Yes. He already knows. All for the people, for the people and with the people, because he is from the town. He has neither the blood nor the education nor does he belong to the elite who are, or pretend to be, Duff or Police Chief Duncan, or the Mayor. But that brings him to the paradox of becoming a murderer. Get carried away by induced ambition.

Can you read this Macbeth without knowing the Shakespearean classic?

Of course. Without complex.

Those of us who have read or seen it in so many film adaptations, this was the last, Found all of the classic: witches, curses, sabers, daggers, ghosts, predictions and a lot of style almost of theatrical language. There are also all the characters from duncan the castle gatekeeper (here a very relevant dealer for history) passing through the noble but expanding and crossing their stories in a Nesbø-style puzzle. There are also those house brand scene chaining and twists that manage to make you doubt even knowing the argument well.

The most reluctant to the reading of classics (or Shakespeare), whose verse and style are difficult for them even if it is a short work, have to find out (or not) in these 638 pages. They do not lack blood, nor violence in abundance. And they have intrigue, action, madness and a spectacular ending with that almost fantastic touch that Nesbø does not renounce either. He has been throwing you breadcrumbs all the way and there you end up, admiring how he solves that prediction what Macbeth believes that there will be no man born of a woman who can kill him. So that Duff scar means everything. And you go to flance avenging his father and you cry again for the great bench, here also become a father to Macbeth more than a friend.

Definitely…

For all. Lovers of crime novels, classics, Shakespeare, Nesbø and simply great stories that can be told in many ways.

Some more phrases

  • «The desire to be loved, the ability to love give strength to people, at the same time that it is their Achilles heel. Give them hope to have love and they will move mountains; take it off and a breath of breeze will knock them down. " Hecate
  • "It is your good qualities that have brought you down, your lack of cruelty." Duff.
  • You have always known, all your life, that you are doomed to lose in the end.
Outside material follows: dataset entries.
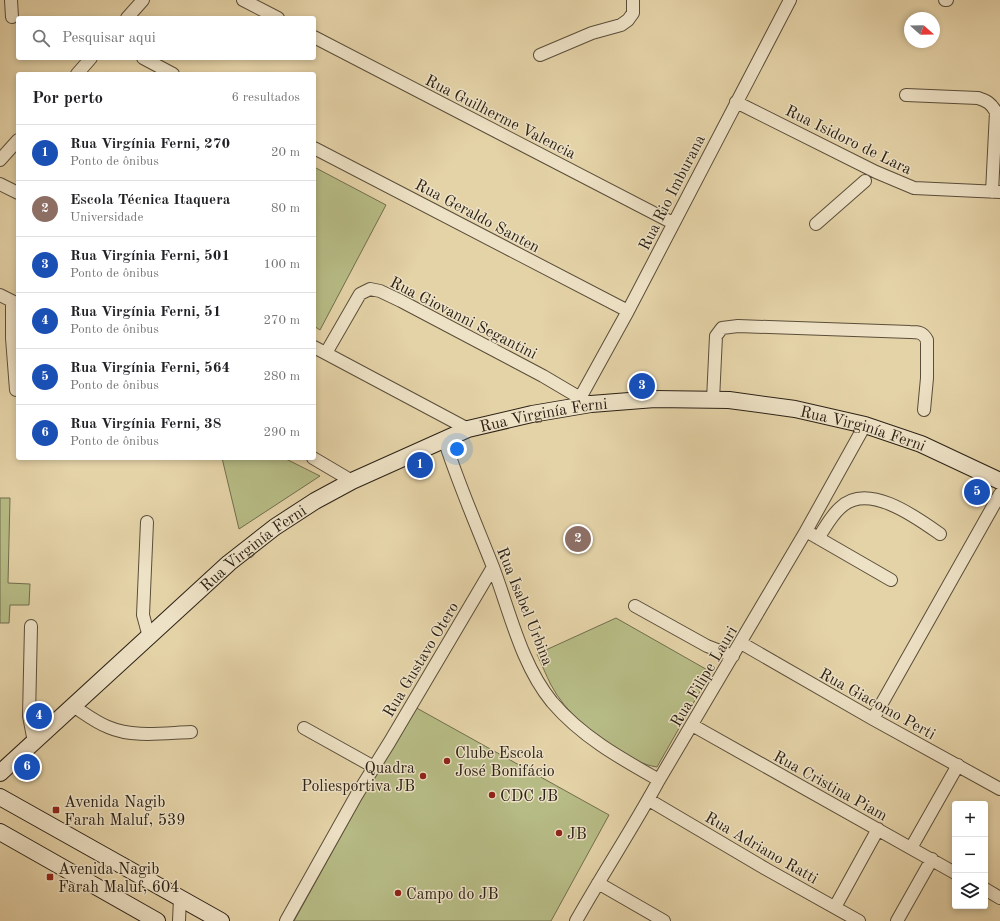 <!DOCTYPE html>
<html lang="pt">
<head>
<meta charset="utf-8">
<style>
	:root { --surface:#fff; --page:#f2f2f2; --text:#202124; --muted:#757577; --line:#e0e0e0; --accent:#8f2418 }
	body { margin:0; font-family:"Old Standard TT",serif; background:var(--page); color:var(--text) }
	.controls { position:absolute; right:12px; bottom:12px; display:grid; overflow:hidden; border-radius:4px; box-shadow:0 2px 6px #0003 }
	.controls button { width:36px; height:36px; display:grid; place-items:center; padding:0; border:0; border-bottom:1px solid var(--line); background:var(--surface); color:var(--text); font:20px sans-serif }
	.compass { position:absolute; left:904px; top:12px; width:36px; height:36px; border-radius:50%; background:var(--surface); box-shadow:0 2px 6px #0003; rotate:110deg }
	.you { position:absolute; left:457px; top:449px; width:14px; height:14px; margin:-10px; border:3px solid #fff; border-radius:50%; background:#1a73e8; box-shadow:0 0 0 6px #1a73e833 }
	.badge { display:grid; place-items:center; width:26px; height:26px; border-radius:50%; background:var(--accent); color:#fff; font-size:13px; font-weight:700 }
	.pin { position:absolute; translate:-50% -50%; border:2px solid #fff; box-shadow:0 1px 4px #0006 }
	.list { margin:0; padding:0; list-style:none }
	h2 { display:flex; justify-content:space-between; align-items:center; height:52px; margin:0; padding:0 16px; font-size:17px }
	h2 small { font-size:13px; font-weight:400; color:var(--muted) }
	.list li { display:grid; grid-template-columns:26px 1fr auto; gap:12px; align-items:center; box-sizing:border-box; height:56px; padding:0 16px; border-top:1px solid var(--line) }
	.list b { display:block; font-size:15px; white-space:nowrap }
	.list p { margin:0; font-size:13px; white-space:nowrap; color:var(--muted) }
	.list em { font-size:13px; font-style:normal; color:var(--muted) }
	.icon { flex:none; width:22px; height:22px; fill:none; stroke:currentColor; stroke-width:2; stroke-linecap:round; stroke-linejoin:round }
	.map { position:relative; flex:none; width:1000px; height:921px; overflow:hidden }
	.search { position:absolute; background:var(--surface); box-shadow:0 2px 6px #0003; left:16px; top:16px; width:300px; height:44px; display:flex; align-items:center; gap:10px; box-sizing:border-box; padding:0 14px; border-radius:4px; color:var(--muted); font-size:15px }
	.panel { position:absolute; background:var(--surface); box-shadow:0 2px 6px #0003; left:16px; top:72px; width:300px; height:388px; border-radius:4px }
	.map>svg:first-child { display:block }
	.green { fill:#b7bc86; stroke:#716e4e }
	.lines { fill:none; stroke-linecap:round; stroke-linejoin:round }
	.street-casing { stroke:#5a4e3a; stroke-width:14 }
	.secondary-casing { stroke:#2b2116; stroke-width:18 }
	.street { stroke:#eee2c6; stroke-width:12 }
	.secondary { stroke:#eee2c6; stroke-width:16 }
	.poi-dot { fill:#8f2418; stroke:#eee2c6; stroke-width:1.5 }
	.labels { text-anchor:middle; stroke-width:3; stroke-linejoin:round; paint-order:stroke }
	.street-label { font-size:16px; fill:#2b2116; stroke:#eee2c6 }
	.poi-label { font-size:16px; fill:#2b2116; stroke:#eee2c6; text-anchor:start }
</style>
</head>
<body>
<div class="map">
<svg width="1000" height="921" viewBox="0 0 1000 921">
	<rect width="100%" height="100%" fill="#e5d3a8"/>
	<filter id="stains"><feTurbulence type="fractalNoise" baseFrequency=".005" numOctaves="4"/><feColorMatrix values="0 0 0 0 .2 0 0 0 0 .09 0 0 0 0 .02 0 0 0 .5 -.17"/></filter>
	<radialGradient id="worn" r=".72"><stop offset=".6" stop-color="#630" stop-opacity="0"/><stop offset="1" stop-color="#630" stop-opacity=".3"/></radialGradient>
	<path class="green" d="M 314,167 L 386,205 L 320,330 L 314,326 Z
		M 222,458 L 284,458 L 320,476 L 239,529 Z
		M 0,498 L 10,498 L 8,583 L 30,584 L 29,605 L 10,605 L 9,623 L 0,623 Z
		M 616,618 L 711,672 L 657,767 C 643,765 631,758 619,750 C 592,734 566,713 551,685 C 546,675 542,665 537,654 Z
		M 413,706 L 609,815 L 551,921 L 294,921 Z"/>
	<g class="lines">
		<g class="street-casing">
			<path id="street" d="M 11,0 L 12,17
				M 243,0 L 278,18
				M 945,0 L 947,0
				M 127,18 L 143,0
				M 314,37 L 673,223
				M 540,55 L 592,33 L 621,25 L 628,20 L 633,13 L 633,0
				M 143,58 L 173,74
				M 77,74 L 91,58
				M 906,95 L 978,98 C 987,101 991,103 996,112 L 992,192
				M 736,102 L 876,172 L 914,188 L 1000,192
				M 314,148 L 628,311
				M 0,160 L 18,140
				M 0,184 L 18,193
				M 816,224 L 865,181
				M 0,295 L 18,304
				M 12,301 L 12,338 L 16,390
				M 314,347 L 468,429
				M 326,353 L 360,294 L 370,289 L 380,291 L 401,301 L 543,376 L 587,402
				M 580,398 L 628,311 L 790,0
				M 713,400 L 716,336 L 722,328 L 738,326 L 910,332 C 918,332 923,332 927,340 L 927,378 L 924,410
				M 444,439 C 458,483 476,524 493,567 C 510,612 521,664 552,702 C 582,737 620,758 659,780
				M 313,458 L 352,481
				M 147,522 L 143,615 L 149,637
				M 806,531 L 865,425
				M 818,538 C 825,528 831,516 840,508 C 867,481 916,517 940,534
				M 635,606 L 707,646 L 733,656
				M 31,626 L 29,716 L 34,742
				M 741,643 L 873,719 L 1000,789
				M 73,706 C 84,713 95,722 108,727 C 133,738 164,733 191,732
				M 873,719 L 1000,494
				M 692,725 L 955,873
				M 304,728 L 374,767
				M 649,800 L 766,869 L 859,921
				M 911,848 L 958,765
				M 598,883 L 664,921
				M 985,889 L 1000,898
				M 835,907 L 878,829
				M 179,921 L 180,898
				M 286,921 L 356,796 L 389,743 L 493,567
				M 576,921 C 603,873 633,828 659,780 L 806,531 L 891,580
				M 897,921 L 932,859"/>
		</g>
		<g class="secondary-casing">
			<g id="secondary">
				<path id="s1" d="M 0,773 L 229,563 L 275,527 L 315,501 L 352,481 L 468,429 L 532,414 L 591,404 L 655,399 L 729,400 L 795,409 L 865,425 L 921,444 L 1000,481"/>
				<path d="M 0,797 L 221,921"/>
				<path d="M 0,832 L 157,921"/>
			</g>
		</g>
		<use href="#street" class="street"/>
		<use href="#secondary" class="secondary"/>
	</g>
	<g class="poi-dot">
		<circle cx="447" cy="761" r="4"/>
		<circle cx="423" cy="776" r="4"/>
		<circle cx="492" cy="795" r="4"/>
		<rect x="52" y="806" width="8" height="8" rx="2"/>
		<circle cx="559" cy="833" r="4"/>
		<rect x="46" y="873" width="8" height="8" rx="2"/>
		<circle cx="398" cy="893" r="4"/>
	</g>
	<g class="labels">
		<g class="street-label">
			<text transform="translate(501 116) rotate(27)" y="6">Rua Guilherme Valencia</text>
			<text transform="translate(849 139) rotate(26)" y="6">Rua Isidoro de Lara</text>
			<text transform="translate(671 192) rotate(-63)" y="6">Rua Rio Imburana</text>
			<text transform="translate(478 215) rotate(28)" y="6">Rua Geraldo Santen</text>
			<text transform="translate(464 317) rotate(27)" y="6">Rua Giovanni Segantini</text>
			<text dy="6" stroke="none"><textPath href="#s1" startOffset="663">Rua Virginía Ferni</textPath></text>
			<text dy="6" stroke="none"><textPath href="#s1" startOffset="987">Rua Virginía Ferni</textPath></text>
			<text dy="6" stroke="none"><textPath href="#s1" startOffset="339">Rua Virginía Ferni</textPath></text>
			<text transform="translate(526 606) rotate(68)" y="6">Rua Isabel Urbina</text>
			<text transform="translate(420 659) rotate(-59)" y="6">Rua Gustavo Otero</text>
			<text transform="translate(703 676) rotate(-59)" y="6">Rua Filipe Lauri</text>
			<text transform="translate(878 703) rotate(29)" y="6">Rua Giacomo Perti</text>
			<text transform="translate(831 785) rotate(29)" y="6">Rua Cristina Piam</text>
			<text transform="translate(762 847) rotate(30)" y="6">Rua Adriano Ratti</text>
		</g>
		<g class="poi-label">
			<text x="455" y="758">Clube Escola<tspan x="455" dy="18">José Bonifácio</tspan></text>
			<text x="415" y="773" text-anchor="end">Quadra<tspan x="415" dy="18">Poliesportiva JB</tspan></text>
			<text x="500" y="801">CDC JB</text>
			<text x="64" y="807">Avenida Nagib<tspan x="64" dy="18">Farah Maluf, 539</tspan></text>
			<text x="567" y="839">JB</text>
			<text x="58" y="874">Avenida Nagib<tspan x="58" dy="18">Farah Maluf, 604</tspan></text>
			<text x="406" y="899">Campo do JB</text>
		</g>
	</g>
	<rect width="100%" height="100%" filter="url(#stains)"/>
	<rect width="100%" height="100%" fill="url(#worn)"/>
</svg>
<div class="controls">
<button>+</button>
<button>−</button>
<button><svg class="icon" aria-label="layers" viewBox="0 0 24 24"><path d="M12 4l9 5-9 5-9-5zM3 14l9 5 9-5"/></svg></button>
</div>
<svg class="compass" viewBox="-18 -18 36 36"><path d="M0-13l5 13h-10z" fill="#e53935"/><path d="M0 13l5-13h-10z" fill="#757577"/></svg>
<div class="you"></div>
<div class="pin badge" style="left:420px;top:465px;background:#1a4fb4">1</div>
<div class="pin badge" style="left:578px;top:539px;background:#8d6e63">2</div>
<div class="pin badge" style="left:642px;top:386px;background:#1a4fb4">3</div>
<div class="pin badge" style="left:39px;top:716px;background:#1a4fb4">4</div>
<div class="pin badge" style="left:977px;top:492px;background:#1a4fb4">5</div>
<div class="pin badge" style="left:27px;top:767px;background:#1a4fb4">6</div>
<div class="search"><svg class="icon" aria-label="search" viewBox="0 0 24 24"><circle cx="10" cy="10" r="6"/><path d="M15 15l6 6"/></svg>Pesquisar aqui</div>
<section class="panel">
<h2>Por perto<small>6 resultados</small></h2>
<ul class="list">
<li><span class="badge" style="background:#1a4fb4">1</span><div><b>Rua Virgínia Ferni, 270</b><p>Ponto de ônibus</p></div><em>20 m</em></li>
<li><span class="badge" style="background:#8d6e63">2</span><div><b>Escola Técnica Itaquera</b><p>Universidade</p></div><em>80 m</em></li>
<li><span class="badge" style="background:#1a4fb4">3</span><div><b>Rua Virgínia Ferni, 501</b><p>Ponto de ônibus</p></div><em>100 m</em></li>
<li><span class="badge" style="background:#1a4fb4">4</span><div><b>Rua Virgínia Ferni, 51</b><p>Ponto de ônibus</p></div><em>270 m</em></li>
<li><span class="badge" style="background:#1a4fb4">5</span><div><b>Rua Virgínia Ferni, 564</b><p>Ponto de ônibus</p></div><em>280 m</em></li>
<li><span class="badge" style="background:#1a4fb4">6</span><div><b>Rua Virgínia Ferni, 38</b><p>Ponto de ônibus</p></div><em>290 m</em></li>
</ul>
</section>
</div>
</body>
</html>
That certainty has been and is you, Macbeth. Duff
  • "I became a murderer so that no one could dirty the name of the police, it was for the city, against anarchy." Macbeth

Leave a Comment

Your email address will not be published. Required fields are marked with *

*

*

  1. Responsible for the data: Miguel Ángel Gatón
  2. Purpose of the data: Control SPAM, comment management.
  3. Legitimation: Your consent
  4. Communication of the data: The data will not be communicated to third parties except by legal obligation.
  5. Data storage: Database hosted by Occentus Networks (EU)
  6. Rights: At any time you can limit, recover and delete your information.